> [DIRECTIONS]
Given the entries below, copy each of them out exactly.
##### RECORDED DATA #####
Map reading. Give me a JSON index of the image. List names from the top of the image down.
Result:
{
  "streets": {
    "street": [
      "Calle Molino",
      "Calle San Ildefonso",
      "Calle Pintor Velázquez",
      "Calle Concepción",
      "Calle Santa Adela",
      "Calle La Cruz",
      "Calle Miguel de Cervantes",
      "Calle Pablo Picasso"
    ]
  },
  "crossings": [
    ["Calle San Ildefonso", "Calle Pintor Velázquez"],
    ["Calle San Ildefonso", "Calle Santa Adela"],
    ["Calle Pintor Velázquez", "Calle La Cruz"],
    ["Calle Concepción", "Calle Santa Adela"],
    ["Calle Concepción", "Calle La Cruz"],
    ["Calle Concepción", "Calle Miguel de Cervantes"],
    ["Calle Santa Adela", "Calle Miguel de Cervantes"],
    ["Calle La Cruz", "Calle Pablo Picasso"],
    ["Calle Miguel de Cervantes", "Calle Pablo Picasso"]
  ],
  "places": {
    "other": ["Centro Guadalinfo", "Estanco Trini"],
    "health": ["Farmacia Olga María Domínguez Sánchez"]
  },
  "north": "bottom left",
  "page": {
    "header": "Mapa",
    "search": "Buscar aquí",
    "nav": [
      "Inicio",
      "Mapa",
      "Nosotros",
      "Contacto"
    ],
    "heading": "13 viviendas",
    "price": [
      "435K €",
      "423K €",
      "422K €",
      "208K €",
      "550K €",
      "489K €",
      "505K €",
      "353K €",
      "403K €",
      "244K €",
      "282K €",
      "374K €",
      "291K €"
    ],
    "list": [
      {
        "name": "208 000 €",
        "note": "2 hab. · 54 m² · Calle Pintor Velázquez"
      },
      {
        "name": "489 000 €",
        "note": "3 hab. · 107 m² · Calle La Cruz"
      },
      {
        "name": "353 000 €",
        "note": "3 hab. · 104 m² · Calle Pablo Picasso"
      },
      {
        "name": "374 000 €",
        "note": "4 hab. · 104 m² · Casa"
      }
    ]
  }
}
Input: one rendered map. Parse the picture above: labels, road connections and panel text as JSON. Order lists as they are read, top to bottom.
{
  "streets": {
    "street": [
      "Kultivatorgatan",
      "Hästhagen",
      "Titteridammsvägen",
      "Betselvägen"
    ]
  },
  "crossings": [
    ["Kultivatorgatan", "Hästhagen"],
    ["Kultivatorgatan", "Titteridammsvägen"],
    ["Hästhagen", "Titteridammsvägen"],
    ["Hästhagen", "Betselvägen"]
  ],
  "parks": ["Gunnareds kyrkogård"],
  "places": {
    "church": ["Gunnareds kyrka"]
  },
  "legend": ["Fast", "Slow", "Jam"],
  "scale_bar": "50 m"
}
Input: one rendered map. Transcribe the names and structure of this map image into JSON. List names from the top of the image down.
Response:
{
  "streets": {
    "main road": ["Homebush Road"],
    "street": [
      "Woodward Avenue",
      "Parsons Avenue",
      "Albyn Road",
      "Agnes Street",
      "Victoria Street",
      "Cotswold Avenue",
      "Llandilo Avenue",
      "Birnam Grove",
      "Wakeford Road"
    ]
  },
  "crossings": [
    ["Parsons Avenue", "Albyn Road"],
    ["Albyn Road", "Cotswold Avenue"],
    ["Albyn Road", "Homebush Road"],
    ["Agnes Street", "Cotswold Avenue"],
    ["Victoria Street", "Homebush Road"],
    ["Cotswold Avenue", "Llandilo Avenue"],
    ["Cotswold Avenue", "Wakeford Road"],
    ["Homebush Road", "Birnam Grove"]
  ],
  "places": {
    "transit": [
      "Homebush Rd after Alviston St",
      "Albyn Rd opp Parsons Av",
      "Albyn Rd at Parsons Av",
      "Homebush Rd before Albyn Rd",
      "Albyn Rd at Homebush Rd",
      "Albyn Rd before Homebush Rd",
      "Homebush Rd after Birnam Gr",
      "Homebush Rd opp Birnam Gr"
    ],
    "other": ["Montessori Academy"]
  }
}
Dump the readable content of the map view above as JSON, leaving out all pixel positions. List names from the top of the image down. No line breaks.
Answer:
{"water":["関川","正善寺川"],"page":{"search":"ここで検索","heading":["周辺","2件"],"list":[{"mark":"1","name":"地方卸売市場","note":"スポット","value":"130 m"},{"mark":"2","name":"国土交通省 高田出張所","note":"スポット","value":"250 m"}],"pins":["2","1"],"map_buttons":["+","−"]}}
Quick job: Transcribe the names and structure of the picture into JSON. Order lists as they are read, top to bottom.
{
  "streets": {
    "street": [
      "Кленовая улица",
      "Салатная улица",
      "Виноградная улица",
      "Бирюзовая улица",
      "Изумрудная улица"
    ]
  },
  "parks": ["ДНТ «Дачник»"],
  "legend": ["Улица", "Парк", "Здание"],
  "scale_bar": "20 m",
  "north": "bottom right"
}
#####
> [RESULT OF THIS EXERCISE]
Map reading. Give me a JSON index of the image. List names from the top of the image down.
Result:
{
  "streets": {
    "street": [
      "Calle Molino",
      "Calle San Ildefonso",
      "Calle Pintor Velázquez",
      "Calle Concepción",
      "Calle Santa Adela",
      "Calle La Cruz",
      "Calle Miguel de Cervantes",
      "Calle Pablo Picasso"
    ]
  },
  "crossings": [
    ["Calle San Ildefonso", "Calle Pintor Velázquez"],
    ["Calle San Ildefonso", "Calle Santa Adela"],
    ["Calle Pintor Velázquez", "Calle La Cruz"],
    ["Calle Concepción", "Calle Santa Adela"],
    ["Calle Concepción", "Calle La Cruz"],
    ["Calle Concepción", "Calle Miguel de Cervantes"],
    ["Calle Santa Adela", "Calle Miguel de Cervantes"],
    ["Calle La Cruz", "Calle Pablo Picasso"],
    ["Calle Miguel de Cervantes", "Calle Pablo Picasso"]
  ],
  "places": {
    "other": ["Centro Guadalinfo", "Estanco Trini"],
    "health": ["Farmacia Olga María Domínguez Sánchez"]
  },
  "north": "bottom left",
  "page": {
    "header": "Mapa",
    "search": "Buscar aquí",
    "nav": [
      "Inicio",
      "Mapa",
      "Nosotros",
      "Contacto"
    ],
    "heading": "13 viviendas",
    "price": [
      "435K €",
      "423K €",
      "422K €",
      "208K €",
      "550K €",
      "489K €",
      "505K €",
      "353K €",
      "403K €",
      "244K €",
      "282K €",
      "374K €",
      "291K €"
    ],
    "list": [
      {
        "name": "208 000 €",
        "note": "2 hab. · 54 m² · Calle Pintor Velázquez"
      },
      {
        "name": "489 000 €",
        "note": "3 hab. · 107 m² · Calle La Cruz"
      },
      {
        "name": "353 000 €",
        "note": "3 hab. · 104 m² · Calle Pablo Picasso"
      },
      {
        "name": "374 000 €",
        "note": "4 hab. · 104 m² · Casa"
      }
    ]
  }
}
Input: one rendered map. Parse the picture above: labels, road connections and panel text as JSON. Order lists as they are read, top to bottom.
{
  "streets": {
    "street": [
      "Kultivatorgatan",
      "Hästhagen",
      "Titteridammsvägen",
      "Betselvägen"
    ]
  },
  "crossings": [
    ["Kultivatorgatan", "Hästhagen"],
    ["Kultivatorgatan", "Titteridammsvägen"],
    ["Hästhagen", "Titteridammsvägen"],
    ["Hästhagen", "Betselvägen"]
  ],
  "parks": ["Gunnareds kyrkogård"],
  "places": {
    "church": ["Gunnareds kyrka"]
  },
  "legend": ["Fast", "Slow", "Jam"],
  "scale_bar": "50 m"
}
Input: one rendered map. Transcribe the names and structure of this map image into JSON. List names from the top of the image down.
Response:
{
  "streets": {
    "main road": ["Homebush Road"],
    "street": [
      "Woodward Avenue",
      "Parsons Avenue",
      "Albyn Road",
      "Agnes Street",
      "Victoria Street",
      "Cotswold Avenue",
      "Llandilo Avenue",
      "Birnam Grove",
      "Wakeford Road"
    ]
  },
  "crossings": [
    ["Parsons Avenue", "Albyn Road"],
    ["Albyn Road", "Cotswold Avenue"],
    ["Albyn Road", "Homebush Road"],
    ["Agnes Street", "Cotswold Avenue"],
    ["Victoria Street", "Homebush Road"],
    ["Cotswold Avenue", "Llandilo Avenue"],
    ["Cotswold Avenue", "Wakeford Road"],
    ["Homebush Road", "Birnam Grove"]
  ],
  "places": {
    "transit": [
      "Homebush Rd after Alviston St",
      "Albyn Rd opp Parsons Av",
      "Albyn Rd at Parsons Av",
      "Homebush Rd before Albyn Rd",
      "Albyn Rd at Homebush Rd",
      "Albyn Rd before Homebush Rd",
      "Homebush Rd after Birnam Gr",
      "Homebush Rd opp Birnam Gr"
    ],
    "other": ["Montessori Academy"]
  }
}
Dump the readable content of the map view above as JSON, leaving out all pixel positions. List names from the top of the image down. No line breaks.
Answer:
{"water":["関川","正善寺川"],"page":{"search":"ここで検索","heading":["周辺","2件"],"list":[{"mark":"1","name":"地方卸売市場","note":"スポット","value":"130 m"},{"mark":"2","name":"国土交通省 高田出張所","note":"スポット","value":"250 m"}],"pins":["2","1"],"map_buttons":["+","−"]}}
Quick job: Transcribe the names and structure of the picture into JSON. Order lists as they are read, top to bottom.
{
  "streets": {
    "street": [
      "Кленовая улица",
      "Салатная улица",
      "Виноградная улица",
      "Бирюзовая улица",
      "Изумрудная улица"
    ]
  },
  "parks": ["ДНТ «Дачник»"],
  "legend": ["Улица", "Парк", "Здание"],
  "scale_bar": "20 m",
  "north": "bottom right"
}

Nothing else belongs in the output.